(Saved data entries)
BEGIN
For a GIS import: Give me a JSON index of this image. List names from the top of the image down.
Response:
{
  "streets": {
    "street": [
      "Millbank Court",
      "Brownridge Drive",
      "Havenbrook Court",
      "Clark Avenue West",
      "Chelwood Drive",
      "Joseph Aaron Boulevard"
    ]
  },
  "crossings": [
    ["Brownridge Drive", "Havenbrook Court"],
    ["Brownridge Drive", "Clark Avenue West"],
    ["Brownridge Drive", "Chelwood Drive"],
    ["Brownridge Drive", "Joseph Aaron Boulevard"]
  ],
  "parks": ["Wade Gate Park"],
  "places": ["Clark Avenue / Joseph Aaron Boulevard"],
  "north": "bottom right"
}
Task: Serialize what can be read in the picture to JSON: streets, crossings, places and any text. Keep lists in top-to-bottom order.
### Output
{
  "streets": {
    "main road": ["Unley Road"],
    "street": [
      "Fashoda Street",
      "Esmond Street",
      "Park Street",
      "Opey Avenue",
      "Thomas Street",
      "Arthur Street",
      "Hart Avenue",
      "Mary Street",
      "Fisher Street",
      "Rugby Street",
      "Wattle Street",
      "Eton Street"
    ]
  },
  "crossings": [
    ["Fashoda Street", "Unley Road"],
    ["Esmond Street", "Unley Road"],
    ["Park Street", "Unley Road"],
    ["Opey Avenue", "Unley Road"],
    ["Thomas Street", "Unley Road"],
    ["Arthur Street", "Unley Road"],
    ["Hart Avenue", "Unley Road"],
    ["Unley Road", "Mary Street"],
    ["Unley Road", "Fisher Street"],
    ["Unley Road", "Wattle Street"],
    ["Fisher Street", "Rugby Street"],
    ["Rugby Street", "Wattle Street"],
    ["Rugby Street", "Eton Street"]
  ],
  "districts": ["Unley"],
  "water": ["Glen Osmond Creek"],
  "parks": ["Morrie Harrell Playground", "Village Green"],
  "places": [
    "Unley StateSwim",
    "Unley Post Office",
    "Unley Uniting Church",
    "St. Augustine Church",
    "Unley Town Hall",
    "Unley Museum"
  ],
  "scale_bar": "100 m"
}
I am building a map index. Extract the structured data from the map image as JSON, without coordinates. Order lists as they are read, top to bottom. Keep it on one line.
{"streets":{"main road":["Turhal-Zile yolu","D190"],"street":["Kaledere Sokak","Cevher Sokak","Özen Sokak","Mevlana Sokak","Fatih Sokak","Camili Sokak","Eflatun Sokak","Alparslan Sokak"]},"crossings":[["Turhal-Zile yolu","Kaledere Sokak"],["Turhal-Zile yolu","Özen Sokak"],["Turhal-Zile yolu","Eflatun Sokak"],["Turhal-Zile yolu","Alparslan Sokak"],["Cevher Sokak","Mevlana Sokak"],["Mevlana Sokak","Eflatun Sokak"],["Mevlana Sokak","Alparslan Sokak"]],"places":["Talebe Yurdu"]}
END
Transcribe all the entries exactly, as they stand.

> _Written response_
For a GIS import: Give me a JSON index of this image. List names from the top of the image down.
Response:
{
  "streets": {
    "street": [
      "Millbank Court",
      "Brownridge Drive",
      "Havenbrook Court",
      "Clark Avenue West",
      "Chelwood Drive",
      "Joseph Aaron Boulevard"
    ]
  },
  "crossings": [
    ["Brownridge Drive", "Havenbrook Court"],
    ["Brownridge Drive", "Clark Avenue West"],
    ["Brownridge Drive", "Chelwood Drive"],
    ["Brownridge Drive", "Joseph Aaron Boulevard"]
  ],
  "parks": ["Wade Gate Park"],
  "places": ["Clark Avenue / Joseph Aaron Boulevard"],
  "north": "bottom right"
}
Task: Serialize what can be read in the picture to JSON: streets, crossings, places and any text. Keep lists in top-to-bottom order.
### Output
{
  "streets": {
    "main road": ["Unley Road"],
    "street": [
      "Fashoda Street",
      "Esmond Street",
      "Park Street",
      "Opey Avenue",
      "Thomas Street",
      "Arthur Street",
      "Hart Avenue",
      "Mary Street",
      "Fisher Street",
      "Rugby Street",
      "Wattle Street",
      "Eton Street"
    ]
  },
  "crossings": [
    ["Fashoda Street", "Unley Road"],
    ["Esmond Street", "Unley Road"],
    ["Park Street", "Unley Road"],
    ["Opey Avenue", "Unley Road"],
    ["Thomas Street", "Unley Road"],
    ["Arthur Street", "Unley Road"],
    ["Hart Avenue", "Unley Road"],
    ["Unley Road", "Mary Street"],
    ["Unley Road", "Fisher Street"],
    ["Unley Road", "Wattle Street"],
    ["Fisher Street", "Rugby Street"],
    ["Rugby Street", "Wattle Street"],
    ["Rugby Street", "Eton Street"]
  ],
  "districts": ["Unley"],
  "water": ["Glen Osmond Creek"],
  "parks": ["Morrie Harrell Playground", "Village Green"],
  "places": [
    "Unley StateSwim",
    "Unley Post Office",
    "Unley Uniting Church",
    "St. Augustine Church",
    "Unley Town Hall",
    "Unley Museum"
  ],
  "scale_bar": "100 m"
}
I am building a map index. Extract the structured data from the map image as JSON, without coordinates. Order lists as they are read, top to bottom. Keep it on one line.
{"streets":{"main road":["Turhal-Zile yolu","D190"],"street":["Kaledere Sokak","Cevher Sokak","Özen Sokak","Mevlana Sokak","Fatih Sokak","Camili Sokak","Eflatun Sokak","Alparslan Sokak"]},"crossings":[["Turhal-Zile yolu","Kaledere Sokak"],["Turhal-Zile yolu","Özen Sokak"],["Turhal-Zile yolu","Eflatun Sokak"],["Turhal-Zile yolu","Alparslan Sokak"],["Cevher Sokak","Mevlana Sokak"],["Mevlana Sokak","Eflatun Sokak"],["Mevlana Sokak","Alparslan Sokak"]],"places":["Talebe Yurdu"]}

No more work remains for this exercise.